La volontà di accompagnare Milano verso il 2030, questo è il proposito del PGT approvato dal Consiglio Comunale, al fine di attuare da tre finalità: estendere il buon momento di Milano a tutte le fasce anagrafiche e sociali, allargare la crescita a tutti i quartieri, coniugare lo sviluppo con il miglioramento delle condizioni ambientali, di qualità della vita, dell’offerta di verde. Ciò si traduce in 5 obiettivi: 1) Una città connessa, metropolitana e globale, 2) Una città di opportunità attrattiva e inclusiva, 3) Una città green, vivibile e resiliente, 4) Una città composta da 88 quartieri da chiamare per nome, 5) Una città che si rigenera.

Nella presentazione c’è una affermazione forte di esercizio di una soggettività politica pubblica attraverso il PGT: “L’urbanistica non può tutto in una città, ma su alcuni punti deve creare politiche forti per conseguire questi risultati.”. Una prima analisi del PGT, alla luce della sua genesi, solleva grosse perplessità sulla tenuta di questa affermazione di soggettività pubblica e degli obiettivi dichiarati.

Se è indubbio che Milano cerca di adeguarsi agli indirizzi europei legati alla sostenibilità e alla qualità del vivere urbano, rispondendo anche alle principali mobilitazioni civiche che hanno interessato alcune aree della città, dalla Goccia della Bovisa a Piazza d’Armi, è altresì chiaro che la definizione e la regolamentazione delle Grandi Funzioni Urbane omette e non riguarda intere aree di valore strategico.
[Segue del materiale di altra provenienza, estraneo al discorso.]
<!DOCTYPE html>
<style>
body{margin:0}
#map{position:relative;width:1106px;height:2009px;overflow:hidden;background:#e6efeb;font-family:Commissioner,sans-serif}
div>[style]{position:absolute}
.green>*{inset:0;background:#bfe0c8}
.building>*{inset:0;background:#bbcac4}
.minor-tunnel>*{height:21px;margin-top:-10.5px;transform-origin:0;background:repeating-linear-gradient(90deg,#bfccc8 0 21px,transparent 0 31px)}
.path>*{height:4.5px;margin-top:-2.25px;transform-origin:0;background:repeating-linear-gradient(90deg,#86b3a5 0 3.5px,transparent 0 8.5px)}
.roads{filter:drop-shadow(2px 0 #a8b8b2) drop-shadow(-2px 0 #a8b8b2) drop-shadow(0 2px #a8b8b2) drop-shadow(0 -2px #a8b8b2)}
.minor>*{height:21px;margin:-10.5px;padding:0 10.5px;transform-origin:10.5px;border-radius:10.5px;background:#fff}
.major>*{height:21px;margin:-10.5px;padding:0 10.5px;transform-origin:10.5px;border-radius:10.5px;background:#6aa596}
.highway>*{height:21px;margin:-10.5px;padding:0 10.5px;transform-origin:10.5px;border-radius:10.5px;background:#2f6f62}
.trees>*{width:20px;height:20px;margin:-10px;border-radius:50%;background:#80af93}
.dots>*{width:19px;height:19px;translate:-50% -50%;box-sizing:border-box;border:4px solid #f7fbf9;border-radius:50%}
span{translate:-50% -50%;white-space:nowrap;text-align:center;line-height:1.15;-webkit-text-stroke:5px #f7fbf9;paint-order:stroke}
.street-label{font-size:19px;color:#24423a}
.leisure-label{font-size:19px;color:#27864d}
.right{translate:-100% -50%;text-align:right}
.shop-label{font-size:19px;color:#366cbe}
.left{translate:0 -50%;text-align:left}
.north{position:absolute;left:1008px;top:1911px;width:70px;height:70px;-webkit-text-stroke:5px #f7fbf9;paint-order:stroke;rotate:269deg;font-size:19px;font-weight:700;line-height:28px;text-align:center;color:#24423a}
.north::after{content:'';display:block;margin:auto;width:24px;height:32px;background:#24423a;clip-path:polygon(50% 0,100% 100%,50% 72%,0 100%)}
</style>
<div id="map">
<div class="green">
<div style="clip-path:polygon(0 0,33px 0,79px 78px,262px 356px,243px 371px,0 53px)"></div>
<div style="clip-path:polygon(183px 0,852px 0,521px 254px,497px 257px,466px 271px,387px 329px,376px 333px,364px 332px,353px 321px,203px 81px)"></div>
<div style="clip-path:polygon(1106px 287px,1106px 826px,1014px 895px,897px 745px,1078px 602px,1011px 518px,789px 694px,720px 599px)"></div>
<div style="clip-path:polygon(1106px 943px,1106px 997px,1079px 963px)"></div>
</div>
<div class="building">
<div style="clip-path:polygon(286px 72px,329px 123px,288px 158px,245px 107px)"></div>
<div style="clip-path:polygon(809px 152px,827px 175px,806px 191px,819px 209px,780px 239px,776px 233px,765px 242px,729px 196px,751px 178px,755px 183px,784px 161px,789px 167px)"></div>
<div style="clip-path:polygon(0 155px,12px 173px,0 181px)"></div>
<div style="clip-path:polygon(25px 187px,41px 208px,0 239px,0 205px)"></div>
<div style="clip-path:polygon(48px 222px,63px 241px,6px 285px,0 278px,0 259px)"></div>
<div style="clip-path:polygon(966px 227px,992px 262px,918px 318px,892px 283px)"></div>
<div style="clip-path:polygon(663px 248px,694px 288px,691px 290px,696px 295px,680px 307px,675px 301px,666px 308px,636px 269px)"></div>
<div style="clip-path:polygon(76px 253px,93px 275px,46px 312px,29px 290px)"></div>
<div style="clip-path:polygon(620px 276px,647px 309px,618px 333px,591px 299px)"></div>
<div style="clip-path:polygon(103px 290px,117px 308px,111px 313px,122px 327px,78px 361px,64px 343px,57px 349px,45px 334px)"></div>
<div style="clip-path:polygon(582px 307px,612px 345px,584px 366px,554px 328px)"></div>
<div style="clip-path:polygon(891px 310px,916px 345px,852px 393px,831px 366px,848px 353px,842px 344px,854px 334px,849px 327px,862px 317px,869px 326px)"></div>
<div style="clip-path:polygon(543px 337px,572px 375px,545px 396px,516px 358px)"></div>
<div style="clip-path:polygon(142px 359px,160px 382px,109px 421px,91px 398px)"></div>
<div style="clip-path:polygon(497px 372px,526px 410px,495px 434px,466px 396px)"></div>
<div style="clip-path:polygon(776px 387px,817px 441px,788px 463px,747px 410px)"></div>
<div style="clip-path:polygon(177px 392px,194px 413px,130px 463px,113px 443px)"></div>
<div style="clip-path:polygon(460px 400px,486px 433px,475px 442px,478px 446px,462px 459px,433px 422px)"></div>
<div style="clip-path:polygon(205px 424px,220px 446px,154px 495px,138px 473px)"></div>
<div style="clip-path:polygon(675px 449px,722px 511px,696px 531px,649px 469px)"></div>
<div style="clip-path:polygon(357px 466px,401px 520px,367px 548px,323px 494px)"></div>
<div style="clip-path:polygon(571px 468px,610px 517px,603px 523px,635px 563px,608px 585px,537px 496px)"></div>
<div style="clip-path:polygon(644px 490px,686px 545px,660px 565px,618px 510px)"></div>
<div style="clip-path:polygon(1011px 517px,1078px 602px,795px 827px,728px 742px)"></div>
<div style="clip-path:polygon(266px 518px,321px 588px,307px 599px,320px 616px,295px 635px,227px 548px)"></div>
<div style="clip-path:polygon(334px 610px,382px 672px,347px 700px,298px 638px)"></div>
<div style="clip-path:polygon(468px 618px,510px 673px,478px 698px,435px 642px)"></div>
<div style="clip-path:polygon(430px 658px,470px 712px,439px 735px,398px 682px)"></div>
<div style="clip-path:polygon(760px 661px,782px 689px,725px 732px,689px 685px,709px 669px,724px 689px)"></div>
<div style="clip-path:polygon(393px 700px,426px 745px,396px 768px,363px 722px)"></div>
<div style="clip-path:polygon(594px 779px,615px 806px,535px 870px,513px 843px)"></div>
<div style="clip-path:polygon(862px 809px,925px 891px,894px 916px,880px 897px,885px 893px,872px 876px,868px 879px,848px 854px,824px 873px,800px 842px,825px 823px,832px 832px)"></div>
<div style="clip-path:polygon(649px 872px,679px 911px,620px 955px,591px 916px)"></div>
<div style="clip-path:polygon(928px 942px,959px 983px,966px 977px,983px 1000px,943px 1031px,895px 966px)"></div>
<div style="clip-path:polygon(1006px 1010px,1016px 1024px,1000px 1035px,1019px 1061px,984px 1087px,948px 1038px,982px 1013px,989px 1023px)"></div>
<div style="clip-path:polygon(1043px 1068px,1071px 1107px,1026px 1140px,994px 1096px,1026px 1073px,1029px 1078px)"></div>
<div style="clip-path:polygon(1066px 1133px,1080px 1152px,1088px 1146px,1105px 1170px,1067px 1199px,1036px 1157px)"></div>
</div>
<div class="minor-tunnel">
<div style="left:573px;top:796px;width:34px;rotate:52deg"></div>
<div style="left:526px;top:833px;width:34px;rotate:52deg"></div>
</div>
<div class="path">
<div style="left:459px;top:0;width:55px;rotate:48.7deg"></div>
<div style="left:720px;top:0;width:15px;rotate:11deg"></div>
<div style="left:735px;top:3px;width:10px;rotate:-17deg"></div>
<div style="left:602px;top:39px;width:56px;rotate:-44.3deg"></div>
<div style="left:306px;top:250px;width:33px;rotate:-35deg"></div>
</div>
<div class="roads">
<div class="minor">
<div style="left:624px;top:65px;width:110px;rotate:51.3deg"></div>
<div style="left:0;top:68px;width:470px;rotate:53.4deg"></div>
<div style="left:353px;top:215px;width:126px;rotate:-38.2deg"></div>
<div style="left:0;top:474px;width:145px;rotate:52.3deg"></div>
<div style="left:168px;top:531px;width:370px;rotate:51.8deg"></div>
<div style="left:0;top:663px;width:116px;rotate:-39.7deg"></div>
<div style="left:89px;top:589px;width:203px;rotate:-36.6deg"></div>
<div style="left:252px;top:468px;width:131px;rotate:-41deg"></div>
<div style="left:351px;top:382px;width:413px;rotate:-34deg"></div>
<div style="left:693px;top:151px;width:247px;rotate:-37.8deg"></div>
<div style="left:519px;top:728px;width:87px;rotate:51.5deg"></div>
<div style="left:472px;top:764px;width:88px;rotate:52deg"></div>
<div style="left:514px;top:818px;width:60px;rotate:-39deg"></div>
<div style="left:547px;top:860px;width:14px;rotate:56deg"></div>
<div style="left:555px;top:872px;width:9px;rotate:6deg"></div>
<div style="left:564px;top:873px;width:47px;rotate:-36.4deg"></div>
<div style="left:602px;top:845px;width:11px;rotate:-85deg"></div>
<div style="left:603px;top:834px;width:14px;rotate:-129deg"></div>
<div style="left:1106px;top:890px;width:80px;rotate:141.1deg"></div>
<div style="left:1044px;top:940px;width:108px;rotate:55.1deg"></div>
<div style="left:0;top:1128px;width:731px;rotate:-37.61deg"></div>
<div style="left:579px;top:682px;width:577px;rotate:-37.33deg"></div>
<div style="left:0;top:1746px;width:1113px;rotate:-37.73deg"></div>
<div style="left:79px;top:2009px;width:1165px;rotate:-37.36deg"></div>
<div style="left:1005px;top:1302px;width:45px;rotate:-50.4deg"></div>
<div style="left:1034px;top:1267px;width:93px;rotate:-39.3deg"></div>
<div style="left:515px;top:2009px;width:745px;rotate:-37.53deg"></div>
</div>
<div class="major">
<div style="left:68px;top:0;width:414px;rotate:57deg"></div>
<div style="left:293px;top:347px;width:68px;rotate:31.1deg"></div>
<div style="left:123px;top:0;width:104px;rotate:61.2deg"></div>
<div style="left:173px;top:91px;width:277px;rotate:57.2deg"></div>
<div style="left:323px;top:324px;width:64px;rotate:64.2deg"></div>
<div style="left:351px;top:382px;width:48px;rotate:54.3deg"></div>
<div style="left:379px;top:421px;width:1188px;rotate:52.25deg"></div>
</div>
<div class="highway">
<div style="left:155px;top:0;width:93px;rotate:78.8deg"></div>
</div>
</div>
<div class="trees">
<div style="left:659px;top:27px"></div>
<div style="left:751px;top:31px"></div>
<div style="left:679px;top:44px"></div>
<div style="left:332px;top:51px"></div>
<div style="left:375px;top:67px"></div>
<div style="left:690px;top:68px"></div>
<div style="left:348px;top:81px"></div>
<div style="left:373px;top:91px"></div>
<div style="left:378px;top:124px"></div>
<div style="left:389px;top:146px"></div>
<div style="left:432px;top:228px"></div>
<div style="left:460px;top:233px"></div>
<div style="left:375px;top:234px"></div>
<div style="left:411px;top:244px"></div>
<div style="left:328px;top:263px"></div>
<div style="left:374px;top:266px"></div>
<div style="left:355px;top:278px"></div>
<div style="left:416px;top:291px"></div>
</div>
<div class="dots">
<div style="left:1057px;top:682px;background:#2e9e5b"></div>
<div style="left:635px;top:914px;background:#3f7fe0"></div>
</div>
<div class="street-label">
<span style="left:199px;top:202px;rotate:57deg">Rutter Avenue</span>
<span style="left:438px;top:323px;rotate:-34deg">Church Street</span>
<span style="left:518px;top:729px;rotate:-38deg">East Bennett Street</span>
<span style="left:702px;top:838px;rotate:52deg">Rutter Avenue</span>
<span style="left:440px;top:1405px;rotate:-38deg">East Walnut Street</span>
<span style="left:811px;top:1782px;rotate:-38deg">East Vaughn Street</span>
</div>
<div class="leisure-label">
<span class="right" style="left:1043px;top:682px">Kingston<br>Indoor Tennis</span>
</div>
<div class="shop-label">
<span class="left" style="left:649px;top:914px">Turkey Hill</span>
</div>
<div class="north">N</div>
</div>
Se è inaccettabile, per l’esercizio pieno di una soggettività pubblica che dell’Accordo di programma sugli ex scali FS, destinato a regolare complessi e rilevanti problemi interessanti la città di Milano e i numerosi Comuni con essa collegati, in violazione della normativa, possa far parte un Fondo di investimento estero, non è spiegabile che la parte edificabile delle sette aree degli ex scali ferroviari non risponda agli indirizzi e alla allocazione di grandi funzioni urbane.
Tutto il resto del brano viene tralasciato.